If financial advisers had a pound for very time a business owner claimed their business was their pension they would be even richer. It’s not just a tired old mantra that owner-managers regurgitate – for most of you, it’s completely untrue. Find out how to ensure your plan for the future is more than just a pipe dream.

Keith Mitchell, investment manager with Newbury firm Pallett & Collins Financial Services is one person who believes the idea of a business being the same as a pension is nonsense. “This may sometimes be true – you can benefit from accelerated capital gains tax relief, which means an effective tax rate of 10%t on gains over just a few years, with the proceeds freely disposable, unlike pension funds – but it is usually bollocks.”

But why? Put simply, because there are too many risks.

“Your business is not a pension fund if it goes down the tubes. It is not a pension fund if it proves difficult or even impossible to sell because of a highly geared balance sheet or because of your high personal involvement,” Mitchell says. Even if you could sell your business, the sum might be at risk from inheritance tax when you die.

The pension problem

Of course, you can’t avoid tax completely but the tax benefits are just one of many reasons why you shouldn’t dismiss pensions out of hand. Paying into a pension fund can be highly tax-efficient.

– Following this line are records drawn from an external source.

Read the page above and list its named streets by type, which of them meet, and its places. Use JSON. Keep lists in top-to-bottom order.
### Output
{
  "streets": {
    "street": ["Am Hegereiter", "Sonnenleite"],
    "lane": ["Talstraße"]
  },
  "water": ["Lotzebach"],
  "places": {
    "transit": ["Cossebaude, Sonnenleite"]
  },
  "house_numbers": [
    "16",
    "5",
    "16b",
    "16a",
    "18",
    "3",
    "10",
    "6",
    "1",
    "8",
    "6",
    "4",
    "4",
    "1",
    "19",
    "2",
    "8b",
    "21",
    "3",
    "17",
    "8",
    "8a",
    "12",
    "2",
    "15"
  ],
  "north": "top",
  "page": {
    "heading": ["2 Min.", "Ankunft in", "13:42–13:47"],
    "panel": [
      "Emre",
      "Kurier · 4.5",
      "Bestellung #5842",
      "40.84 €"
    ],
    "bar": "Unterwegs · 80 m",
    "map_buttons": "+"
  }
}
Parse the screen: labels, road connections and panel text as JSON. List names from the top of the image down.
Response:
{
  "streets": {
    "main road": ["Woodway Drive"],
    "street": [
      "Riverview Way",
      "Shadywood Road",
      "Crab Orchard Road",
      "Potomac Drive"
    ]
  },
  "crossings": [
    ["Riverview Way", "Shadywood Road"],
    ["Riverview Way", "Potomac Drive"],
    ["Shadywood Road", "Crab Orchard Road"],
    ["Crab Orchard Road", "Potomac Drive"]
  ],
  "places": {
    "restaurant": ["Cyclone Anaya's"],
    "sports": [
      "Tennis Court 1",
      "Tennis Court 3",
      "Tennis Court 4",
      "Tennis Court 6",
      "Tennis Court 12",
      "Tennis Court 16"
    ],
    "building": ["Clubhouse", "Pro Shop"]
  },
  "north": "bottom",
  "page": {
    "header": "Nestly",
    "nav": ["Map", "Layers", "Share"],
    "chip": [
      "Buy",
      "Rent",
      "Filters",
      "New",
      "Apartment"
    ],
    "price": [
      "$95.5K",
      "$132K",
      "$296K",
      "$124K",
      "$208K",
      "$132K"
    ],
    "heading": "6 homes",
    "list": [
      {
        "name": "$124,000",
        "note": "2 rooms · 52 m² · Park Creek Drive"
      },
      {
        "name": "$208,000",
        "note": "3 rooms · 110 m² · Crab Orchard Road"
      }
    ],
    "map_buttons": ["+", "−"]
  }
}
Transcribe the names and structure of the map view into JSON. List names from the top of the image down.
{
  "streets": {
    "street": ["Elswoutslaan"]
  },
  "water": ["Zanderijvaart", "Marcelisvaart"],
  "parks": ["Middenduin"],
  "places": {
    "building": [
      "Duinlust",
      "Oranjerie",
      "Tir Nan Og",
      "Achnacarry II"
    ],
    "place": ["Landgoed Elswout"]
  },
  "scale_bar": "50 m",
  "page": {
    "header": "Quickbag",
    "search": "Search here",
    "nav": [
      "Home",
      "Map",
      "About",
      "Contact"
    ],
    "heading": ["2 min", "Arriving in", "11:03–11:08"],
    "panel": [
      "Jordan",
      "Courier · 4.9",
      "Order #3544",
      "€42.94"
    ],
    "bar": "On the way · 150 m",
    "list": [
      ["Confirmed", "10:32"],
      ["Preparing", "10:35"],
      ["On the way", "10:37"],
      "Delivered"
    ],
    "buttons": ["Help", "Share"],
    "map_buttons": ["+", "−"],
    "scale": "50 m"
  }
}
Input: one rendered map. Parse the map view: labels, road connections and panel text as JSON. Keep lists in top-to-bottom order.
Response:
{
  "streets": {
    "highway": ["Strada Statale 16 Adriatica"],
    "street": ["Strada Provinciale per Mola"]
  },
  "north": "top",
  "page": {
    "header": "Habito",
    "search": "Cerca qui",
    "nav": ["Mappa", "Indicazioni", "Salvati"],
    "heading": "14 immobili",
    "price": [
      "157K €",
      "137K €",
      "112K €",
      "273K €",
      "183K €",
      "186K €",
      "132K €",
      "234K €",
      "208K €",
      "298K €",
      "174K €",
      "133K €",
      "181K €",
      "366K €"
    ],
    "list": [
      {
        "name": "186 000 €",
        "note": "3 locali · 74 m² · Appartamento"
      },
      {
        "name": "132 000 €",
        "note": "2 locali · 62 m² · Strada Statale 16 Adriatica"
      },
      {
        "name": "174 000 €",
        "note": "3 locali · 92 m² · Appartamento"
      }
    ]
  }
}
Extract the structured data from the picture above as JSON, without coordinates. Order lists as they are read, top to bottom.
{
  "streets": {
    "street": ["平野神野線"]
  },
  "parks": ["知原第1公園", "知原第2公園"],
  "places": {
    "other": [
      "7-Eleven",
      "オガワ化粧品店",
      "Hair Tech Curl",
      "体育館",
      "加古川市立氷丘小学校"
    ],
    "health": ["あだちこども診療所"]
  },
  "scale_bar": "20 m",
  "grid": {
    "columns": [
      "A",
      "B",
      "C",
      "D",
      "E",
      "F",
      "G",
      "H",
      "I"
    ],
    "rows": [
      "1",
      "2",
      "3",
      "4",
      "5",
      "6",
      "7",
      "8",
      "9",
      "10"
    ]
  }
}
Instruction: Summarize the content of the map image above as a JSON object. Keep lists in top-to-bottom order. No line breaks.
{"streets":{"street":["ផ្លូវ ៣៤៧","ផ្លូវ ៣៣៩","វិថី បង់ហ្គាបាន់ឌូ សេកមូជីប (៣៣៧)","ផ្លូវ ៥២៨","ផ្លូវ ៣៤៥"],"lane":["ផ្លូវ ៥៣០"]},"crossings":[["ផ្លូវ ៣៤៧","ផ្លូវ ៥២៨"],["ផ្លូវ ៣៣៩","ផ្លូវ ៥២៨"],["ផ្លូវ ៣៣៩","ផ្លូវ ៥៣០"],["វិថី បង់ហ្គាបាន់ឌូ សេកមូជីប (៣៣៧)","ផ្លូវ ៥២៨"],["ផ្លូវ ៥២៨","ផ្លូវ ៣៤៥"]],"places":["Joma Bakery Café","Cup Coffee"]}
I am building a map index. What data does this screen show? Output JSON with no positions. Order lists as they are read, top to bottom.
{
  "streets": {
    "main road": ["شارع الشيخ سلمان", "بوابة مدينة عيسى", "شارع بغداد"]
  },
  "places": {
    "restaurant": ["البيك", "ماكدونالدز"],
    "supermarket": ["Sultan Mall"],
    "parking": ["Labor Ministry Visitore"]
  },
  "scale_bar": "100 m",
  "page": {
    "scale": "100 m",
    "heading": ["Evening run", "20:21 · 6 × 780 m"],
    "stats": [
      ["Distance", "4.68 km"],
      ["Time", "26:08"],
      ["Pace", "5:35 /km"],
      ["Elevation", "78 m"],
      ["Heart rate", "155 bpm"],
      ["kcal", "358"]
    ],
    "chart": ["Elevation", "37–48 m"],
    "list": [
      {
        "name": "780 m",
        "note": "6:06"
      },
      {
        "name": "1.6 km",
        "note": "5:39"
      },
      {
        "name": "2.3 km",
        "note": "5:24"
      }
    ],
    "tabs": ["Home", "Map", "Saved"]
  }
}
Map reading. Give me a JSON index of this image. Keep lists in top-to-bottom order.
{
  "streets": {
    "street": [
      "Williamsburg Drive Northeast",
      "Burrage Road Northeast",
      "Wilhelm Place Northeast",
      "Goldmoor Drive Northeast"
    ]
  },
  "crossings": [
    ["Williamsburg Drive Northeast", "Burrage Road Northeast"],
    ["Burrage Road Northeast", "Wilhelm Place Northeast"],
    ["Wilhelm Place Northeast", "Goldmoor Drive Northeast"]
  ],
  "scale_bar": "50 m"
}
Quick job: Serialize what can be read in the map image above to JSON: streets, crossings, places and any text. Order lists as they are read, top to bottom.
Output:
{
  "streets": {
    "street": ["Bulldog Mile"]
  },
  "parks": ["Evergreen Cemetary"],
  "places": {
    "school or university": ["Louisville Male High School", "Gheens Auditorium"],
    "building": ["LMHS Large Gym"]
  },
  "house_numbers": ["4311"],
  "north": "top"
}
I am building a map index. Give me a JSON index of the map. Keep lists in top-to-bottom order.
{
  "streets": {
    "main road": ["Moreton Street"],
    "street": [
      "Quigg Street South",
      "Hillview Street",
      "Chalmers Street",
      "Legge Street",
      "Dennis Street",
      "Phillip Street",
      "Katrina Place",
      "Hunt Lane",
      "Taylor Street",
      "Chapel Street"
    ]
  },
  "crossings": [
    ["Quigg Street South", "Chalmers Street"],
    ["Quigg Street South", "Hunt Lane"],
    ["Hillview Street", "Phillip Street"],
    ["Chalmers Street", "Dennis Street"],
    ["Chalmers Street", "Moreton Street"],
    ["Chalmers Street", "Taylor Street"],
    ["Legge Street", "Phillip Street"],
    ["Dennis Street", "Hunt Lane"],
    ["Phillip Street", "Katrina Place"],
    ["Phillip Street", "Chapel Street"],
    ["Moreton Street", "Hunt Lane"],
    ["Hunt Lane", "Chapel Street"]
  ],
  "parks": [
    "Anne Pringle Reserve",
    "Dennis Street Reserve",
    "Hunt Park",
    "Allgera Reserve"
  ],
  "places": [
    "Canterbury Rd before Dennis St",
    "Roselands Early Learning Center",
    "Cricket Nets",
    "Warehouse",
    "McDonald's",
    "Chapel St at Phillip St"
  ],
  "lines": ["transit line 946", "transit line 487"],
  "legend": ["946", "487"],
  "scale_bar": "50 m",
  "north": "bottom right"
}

Pension contributions paid by your company into your pension fund are tax-deductible, reducing your business’s corporation tax liability.

Company contributions also avoid National Insurance so if you pay yourself more of your salary as pension, you can reduce your NI spend too. Any personal contributions you make from your own pocket are also tax-efficient, giving you tax relief at the highest rate you pay – 40% for high earners. Many investments within pension funds escape tax that would apply elsewhere – property deals are free of capital gains tax, for example. And, at retirement, you can take a lump sum that is not subject to inheritance tax.

You can stick money into your pension from any source of funds you like – your taxable earnings, your dividends, your savings and so on. But, because there are significant tax benefits to saving into a pension, there are a range of rules that link how much you can save to how much your earn for tax purposes.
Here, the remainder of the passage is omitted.